AIM OF THE TASK:
Each record should be retyped word for word.

WORKING DATA:
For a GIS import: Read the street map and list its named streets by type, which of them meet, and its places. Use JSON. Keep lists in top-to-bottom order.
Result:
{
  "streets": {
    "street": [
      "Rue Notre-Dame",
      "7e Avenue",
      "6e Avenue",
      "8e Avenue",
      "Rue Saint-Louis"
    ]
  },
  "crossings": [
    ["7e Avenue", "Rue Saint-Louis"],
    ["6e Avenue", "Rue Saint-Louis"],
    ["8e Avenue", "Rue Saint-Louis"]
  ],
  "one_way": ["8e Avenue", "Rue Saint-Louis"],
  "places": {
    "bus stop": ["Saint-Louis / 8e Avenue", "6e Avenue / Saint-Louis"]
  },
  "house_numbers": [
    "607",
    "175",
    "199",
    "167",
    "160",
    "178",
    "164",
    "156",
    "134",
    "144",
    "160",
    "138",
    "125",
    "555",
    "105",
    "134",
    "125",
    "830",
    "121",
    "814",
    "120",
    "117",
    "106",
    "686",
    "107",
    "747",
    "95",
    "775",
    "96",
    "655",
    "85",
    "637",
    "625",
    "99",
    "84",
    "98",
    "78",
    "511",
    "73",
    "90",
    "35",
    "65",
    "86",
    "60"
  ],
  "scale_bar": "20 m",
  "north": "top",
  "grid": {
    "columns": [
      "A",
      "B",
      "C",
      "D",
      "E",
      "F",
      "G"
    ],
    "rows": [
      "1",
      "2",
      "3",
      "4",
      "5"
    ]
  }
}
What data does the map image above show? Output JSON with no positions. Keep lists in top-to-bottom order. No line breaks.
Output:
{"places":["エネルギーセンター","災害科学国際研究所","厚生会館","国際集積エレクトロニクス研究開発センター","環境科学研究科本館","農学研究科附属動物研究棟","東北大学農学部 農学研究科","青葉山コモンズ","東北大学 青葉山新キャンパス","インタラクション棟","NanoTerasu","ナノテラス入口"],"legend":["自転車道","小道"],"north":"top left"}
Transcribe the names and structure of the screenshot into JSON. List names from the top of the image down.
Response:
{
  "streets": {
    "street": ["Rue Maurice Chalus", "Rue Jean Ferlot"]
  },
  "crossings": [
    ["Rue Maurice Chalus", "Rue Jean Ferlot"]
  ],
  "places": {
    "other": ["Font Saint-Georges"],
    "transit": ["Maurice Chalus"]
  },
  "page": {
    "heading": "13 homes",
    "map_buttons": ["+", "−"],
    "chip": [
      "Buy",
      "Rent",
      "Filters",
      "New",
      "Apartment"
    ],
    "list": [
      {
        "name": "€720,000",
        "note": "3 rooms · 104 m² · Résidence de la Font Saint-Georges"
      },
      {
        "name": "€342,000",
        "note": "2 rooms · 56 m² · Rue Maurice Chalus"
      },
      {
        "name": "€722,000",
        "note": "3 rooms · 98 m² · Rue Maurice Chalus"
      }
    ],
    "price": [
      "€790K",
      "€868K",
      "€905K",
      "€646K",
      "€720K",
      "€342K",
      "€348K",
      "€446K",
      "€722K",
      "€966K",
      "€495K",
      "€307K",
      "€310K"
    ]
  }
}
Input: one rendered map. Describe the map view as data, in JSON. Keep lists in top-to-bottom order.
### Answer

EXERCISE OUTPUT:
For a GIS import: Read the street map and list its named streets by type, which of them meet, and its places. Use JSON. Keep lists in top-to-bottom order.
Result:
{
  "streets": {
    "street": [
      "Rue Notre-Dame",
      "7e Avenue",
      "6e Avenue",
      "8e Avenue",
      "Rue Saint-Louis"
    ]
  },
  "crossings": [
    ["7e Avenue", "Rue Saint-Louis"],
    ["6e Avenue", "Rue Saint-Louis"],
    ["8e Avenue", "Rue Saint-Louis"]
  ],
  "one_way": ["8e Avenue", "Rue Saint-Louis"],
  "places": {
    "bus stop": ["Saint-Louis / 8e Avenue", "6e Avenue / Saint-Louis"]
  },
  "house_numbers": [
    "607",
    "175",
    "199",
    "167",
    "160",
    "178",
    "164",
    "156",
    "134",
    "144",
    "160",
    "138",
    "125",
    "555",
    "105",
    "134",
    "125",
    "830",
    "121",
    "814",
    "120",
    "117",
    "106",
    "686",
    "107",
    "747",
    "95",
    "775",
    "96",
    "655",
    "85",
    "637",
    "625",
    "99",
    "84",
    "98",
    "78",
    "511",
    "73",
    "90",
    "35",
    "65",
    "86",
    "60"
  ],
  "scale_bar": "20 m",
  "north": "top",
  "grid": {
    "columns": [
      "A",
      "B",
      "C",
      "D",
      "E",
      "F",
      "G"
    ],
    "rows": [
      "1",
      "2",
      "3",
      "4",
      "5"
    ]
  }
}
What data does the map image above show? Output JSON with no positions. Keep lists in top-to-bottom order. No line breaks.
Output:
{"places":["エネルギーセンター","災害科学国際研究所","厚生会館","国際集積エレクトロニクス研究開発センター","環境科学研究科本館","農学研究科附属動物研究棟","東北大学農学部 農学研究科","青葉山コモンズ","東北大学 青葉山新キャンパス","インタラクション棟","NanoTerasu","ナノテラス入口"],"legend":["自転車道","小道"],"north":"top left"}
Transcribe the names and structure of the screenshot into JSON. List names from the top of the image down.
Response:
{
  "streets": {
    "street": ["Rue Maurice Chalus", "Rue Jean Ferlot"]
  },
  "crossings": [
    ["Rue Maurice Chalus", "Rue Jean Ferlot"]
  ],
  "places": {
    "other": ["Font Saint-Georges"],
    "transit": ["Maurice Chalus"]
  },
  "page": {
    "heading": "13 homes",
    "map_buttons": ["+", "−"],
    "chip": [
      "Buy",
      "Rent",
      "Filters",
      "New",
      "Apartment"
    ],
    "list": [
      {
        "name": "€720,000",
        "note": "3 rooms · 104 m² · Résidence de la Font Saint-Georges"
      },
      {
        "name": "€342,000",
        "note": "2 rooms · 56 m² · Rue Maurice Chalus"
      },
      {
        "name": "€722,000",
        "note": "3 rooms · 98 m² · Rue Maurice Chalus"
      }
    ],
    "price": [
      "€790K",
      "€868K",
      "€905K",
      "€646K",
      "€720K",
      "€342K",
      "€348K",
      "€446K",
      "€722K",
      "€966K",
      "€495K",
      "€307K",
      "€310K"
    ]
  }
}
Input: one rendered map. Describe the map view as data, in JSON. Keep lists in top-to-bottom order.
### Answer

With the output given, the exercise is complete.